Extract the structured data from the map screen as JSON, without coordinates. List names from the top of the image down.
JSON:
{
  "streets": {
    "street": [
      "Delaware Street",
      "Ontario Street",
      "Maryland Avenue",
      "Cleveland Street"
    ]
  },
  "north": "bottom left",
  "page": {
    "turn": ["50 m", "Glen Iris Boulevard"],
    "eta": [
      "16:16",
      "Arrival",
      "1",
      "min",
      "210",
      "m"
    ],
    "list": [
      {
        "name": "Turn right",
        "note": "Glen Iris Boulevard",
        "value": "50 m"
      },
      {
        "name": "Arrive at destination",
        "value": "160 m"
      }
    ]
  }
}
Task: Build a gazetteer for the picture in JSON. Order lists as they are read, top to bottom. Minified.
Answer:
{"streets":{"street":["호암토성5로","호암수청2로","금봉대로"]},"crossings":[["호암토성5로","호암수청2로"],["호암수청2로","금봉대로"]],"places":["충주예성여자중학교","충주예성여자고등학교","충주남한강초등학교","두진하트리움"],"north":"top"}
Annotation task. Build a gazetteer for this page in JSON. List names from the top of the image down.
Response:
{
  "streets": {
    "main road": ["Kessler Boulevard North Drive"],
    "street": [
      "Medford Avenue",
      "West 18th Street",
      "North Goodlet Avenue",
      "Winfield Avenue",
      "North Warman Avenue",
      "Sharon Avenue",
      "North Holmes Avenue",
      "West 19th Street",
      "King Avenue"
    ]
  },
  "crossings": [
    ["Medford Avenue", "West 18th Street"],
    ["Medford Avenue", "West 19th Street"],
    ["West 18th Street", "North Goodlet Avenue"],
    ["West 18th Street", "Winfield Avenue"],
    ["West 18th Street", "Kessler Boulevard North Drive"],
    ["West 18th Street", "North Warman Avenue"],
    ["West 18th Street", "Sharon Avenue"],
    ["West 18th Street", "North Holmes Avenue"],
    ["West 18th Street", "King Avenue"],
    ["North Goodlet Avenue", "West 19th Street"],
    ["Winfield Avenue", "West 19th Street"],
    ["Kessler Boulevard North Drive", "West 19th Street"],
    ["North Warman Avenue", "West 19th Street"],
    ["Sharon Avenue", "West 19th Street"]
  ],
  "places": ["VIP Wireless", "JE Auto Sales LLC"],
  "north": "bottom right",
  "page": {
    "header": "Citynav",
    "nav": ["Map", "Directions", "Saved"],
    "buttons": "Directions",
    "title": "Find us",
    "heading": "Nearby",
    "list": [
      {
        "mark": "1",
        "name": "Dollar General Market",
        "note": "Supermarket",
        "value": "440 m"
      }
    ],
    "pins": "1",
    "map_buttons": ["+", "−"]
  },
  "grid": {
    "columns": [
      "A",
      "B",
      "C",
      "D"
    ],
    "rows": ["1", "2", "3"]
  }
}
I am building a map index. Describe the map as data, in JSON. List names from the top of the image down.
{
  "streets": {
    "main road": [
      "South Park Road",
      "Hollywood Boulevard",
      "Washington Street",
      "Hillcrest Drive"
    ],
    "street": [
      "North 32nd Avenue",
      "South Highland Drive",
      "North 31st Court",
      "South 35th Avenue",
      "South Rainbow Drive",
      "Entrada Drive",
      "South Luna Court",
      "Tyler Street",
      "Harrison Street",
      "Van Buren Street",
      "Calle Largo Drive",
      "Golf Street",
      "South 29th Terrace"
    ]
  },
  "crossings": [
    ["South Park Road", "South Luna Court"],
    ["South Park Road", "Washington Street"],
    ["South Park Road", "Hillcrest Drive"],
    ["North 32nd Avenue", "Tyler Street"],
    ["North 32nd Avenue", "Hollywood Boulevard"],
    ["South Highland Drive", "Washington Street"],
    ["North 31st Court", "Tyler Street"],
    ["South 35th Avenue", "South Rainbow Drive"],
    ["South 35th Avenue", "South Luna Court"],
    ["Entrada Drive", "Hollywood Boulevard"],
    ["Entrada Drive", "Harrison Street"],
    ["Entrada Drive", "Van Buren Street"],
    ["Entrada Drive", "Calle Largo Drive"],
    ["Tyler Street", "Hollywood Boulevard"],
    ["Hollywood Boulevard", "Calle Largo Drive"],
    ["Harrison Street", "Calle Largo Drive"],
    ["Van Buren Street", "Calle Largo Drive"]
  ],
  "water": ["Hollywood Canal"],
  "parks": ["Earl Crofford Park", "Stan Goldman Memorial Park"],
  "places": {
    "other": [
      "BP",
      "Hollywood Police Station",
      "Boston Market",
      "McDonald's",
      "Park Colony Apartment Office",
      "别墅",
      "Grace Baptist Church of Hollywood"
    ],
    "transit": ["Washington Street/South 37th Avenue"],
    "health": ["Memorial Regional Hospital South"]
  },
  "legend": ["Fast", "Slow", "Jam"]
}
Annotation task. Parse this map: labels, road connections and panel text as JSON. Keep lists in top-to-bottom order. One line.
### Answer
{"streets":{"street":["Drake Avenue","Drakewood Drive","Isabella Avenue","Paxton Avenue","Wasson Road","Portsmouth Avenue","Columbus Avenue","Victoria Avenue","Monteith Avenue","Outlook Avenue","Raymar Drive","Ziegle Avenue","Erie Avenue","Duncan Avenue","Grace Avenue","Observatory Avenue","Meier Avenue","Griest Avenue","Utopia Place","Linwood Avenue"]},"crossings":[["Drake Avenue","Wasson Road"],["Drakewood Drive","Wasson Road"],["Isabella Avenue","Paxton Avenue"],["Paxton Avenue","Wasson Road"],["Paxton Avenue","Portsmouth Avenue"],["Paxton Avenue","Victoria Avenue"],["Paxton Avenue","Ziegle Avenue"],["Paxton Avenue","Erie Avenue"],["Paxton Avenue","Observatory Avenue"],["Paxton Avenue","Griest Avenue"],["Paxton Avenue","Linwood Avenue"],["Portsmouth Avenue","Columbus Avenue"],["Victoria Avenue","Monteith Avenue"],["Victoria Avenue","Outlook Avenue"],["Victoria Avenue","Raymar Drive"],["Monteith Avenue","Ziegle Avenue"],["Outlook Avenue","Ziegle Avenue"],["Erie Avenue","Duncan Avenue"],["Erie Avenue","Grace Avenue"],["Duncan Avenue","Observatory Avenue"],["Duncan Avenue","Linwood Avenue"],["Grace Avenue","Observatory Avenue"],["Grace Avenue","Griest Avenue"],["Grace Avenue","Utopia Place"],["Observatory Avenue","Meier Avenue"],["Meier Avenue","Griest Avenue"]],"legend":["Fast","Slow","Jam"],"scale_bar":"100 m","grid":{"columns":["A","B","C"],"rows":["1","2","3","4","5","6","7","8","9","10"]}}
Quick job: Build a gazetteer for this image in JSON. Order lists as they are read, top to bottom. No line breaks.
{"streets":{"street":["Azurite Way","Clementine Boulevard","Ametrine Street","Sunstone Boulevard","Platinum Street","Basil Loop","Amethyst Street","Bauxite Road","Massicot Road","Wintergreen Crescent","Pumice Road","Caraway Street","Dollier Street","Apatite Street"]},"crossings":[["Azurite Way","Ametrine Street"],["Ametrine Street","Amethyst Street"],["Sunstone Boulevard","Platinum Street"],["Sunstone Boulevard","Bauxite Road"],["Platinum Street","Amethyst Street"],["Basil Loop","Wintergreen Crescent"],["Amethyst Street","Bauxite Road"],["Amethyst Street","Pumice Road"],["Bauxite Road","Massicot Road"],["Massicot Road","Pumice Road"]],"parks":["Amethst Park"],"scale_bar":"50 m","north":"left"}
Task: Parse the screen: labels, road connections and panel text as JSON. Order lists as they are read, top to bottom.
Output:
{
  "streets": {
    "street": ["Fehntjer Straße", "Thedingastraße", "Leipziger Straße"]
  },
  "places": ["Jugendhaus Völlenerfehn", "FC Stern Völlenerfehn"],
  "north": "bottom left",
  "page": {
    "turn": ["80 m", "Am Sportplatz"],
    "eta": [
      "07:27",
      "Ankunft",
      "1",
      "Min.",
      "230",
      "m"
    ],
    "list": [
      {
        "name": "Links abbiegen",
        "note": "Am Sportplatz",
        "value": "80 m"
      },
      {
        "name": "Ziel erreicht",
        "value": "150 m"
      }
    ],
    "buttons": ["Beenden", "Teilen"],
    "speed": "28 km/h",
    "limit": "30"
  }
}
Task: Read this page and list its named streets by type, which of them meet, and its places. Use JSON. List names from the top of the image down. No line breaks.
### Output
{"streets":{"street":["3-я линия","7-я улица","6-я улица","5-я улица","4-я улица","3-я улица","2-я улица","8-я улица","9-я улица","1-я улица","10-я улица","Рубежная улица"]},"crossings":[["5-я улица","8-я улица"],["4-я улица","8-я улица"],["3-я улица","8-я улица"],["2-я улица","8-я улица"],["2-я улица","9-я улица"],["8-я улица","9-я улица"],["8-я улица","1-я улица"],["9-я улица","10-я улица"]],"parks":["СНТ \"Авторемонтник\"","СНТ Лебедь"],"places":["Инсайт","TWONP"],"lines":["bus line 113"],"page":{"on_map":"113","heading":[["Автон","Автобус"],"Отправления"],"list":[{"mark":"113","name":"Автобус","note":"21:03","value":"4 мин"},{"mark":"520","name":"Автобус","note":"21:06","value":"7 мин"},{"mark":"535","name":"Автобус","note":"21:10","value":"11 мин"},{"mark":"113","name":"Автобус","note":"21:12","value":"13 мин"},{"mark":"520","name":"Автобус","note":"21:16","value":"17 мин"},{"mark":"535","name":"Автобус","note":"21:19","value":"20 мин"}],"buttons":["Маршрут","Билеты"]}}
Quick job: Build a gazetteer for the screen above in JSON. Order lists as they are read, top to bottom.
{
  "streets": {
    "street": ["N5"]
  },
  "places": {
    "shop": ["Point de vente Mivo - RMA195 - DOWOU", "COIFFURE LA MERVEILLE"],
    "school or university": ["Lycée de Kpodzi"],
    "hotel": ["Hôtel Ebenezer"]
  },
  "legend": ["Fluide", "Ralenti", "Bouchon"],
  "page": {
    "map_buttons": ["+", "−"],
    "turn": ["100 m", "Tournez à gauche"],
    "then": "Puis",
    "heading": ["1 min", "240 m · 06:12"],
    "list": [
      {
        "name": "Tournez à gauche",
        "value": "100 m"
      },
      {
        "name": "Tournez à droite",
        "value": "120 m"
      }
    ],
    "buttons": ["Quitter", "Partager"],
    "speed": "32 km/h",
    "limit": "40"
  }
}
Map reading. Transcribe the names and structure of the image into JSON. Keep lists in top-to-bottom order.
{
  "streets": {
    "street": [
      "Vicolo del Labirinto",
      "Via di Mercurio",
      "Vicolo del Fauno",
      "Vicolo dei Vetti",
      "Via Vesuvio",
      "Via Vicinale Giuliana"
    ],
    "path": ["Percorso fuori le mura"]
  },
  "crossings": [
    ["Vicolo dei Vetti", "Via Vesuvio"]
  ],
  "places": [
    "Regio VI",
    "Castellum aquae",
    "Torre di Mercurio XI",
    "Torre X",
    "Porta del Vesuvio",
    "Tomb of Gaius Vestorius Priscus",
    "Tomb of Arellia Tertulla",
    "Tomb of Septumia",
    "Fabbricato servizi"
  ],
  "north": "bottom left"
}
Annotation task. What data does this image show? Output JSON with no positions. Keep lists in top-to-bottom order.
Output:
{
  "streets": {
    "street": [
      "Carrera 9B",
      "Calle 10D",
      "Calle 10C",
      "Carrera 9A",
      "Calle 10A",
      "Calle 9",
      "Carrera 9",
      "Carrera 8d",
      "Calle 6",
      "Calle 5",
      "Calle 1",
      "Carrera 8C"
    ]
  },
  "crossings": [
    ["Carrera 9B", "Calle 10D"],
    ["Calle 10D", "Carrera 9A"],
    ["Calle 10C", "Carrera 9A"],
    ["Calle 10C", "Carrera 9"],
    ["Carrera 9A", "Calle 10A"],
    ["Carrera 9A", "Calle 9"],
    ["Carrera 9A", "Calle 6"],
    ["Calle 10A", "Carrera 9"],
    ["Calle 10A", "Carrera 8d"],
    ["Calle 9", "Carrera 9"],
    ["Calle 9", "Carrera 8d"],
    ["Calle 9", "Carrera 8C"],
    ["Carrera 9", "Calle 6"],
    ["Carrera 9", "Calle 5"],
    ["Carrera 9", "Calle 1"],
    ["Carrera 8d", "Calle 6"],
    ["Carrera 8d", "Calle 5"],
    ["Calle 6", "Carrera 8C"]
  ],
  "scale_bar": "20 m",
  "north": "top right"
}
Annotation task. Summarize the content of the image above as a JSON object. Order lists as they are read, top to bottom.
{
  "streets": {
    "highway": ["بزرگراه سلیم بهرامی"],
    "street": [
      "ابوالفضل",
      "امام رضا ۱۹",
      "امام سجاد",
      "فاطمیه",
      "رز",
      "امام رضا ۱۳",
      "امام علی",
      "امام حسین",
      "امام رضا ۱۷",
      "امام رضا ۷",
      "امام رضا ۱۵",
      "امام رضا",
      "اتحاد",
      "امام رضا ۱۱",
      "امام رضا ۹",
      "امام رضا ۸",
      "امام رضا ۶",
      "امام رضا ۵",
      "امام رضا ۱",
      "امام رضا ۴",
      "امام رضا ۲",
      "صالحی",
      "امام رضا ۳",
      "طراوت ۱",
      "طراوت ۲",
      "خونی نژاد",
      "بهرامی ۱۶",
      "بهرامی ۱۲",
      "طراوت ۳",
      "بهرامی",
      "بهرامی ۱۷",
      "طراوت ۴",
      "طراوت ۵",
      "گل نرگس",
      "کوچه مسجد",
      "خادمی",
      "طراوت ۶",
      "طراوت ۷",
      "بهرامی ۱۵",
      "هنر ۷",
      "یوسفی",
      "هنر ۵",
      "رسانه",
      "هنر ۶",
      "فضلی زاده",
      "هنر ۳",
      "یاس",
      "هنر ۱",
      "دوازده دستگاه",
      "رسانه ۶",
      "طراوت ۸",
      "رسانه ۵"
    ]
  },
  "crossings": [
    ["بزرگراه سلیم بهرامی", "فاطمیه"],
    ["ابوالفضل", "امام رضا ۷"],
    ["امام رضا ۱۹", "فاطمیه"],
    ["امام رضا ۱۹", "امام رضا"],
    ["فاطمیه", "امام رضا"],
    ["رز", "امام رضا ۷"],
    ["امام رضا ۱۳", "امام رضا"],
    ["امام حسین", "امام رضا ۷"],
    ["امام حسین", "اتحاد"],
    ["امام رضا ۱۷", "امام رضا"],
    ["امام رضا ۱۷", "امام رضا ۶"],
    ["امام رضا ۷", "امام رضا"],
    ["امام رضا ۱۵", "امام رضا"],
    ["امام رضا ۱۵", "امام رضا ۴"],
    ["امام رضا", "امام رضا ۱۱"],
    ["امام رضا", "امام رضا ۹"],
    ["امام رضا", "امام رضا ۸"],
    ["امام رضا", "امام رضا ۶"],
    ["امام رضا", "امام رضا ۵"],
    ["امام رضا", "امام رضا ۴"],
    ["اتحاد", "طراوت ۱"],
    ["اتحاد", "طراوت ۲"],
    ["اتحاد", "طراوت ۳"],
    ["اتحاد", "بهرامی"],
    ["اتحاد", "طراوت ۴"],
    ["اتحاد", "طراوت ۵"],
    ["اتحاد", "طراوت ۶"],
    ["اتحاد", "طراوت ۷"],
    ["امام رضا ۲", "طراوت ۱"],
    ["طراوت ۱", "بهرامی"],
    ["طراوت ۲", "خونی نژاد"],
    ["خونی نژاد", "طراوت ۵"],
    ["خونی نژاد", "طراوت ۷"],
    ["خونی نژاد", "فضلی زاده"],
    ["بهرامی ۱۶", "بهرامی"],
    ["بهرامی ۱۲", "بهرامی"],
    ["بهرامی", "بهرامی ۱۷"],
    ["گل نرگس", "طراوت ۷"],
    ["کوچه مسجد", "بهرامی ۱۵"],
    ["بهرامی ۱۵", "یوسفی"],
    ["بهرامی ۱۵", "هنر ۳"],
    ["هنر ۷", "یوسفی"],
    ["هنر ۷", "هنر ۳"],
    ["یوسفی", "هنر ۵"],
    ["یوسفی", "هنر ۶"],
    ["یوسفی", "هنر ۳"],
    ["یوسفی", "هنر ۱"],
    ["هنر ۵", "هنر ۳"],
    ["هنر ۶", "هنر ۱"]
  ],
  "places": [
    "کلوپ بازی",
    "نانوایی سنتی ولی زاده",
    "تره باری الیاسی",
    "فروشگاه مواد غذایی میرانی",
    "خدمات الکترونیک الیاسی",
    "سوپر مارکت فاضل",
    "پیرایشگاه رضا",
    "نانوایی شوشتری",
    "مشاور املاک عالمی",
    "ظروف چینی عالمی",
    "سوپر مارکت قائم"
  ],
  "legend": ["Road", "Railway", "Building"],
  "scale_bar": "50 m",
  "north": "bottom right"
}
────────────────────
* [ABOUT THIS TASK]
For each line above that contains the word "text", make a copy.

* [RESPONSE TO THIS EXERCISE]
Annotation task. Parse this map: labels, road connections and panel text as JSON. Keep lists in top-to-bottom order. One line.
Task: Parse the screen: labels, road connections and panel text as JSON. Order lists as they are read, top to bottom.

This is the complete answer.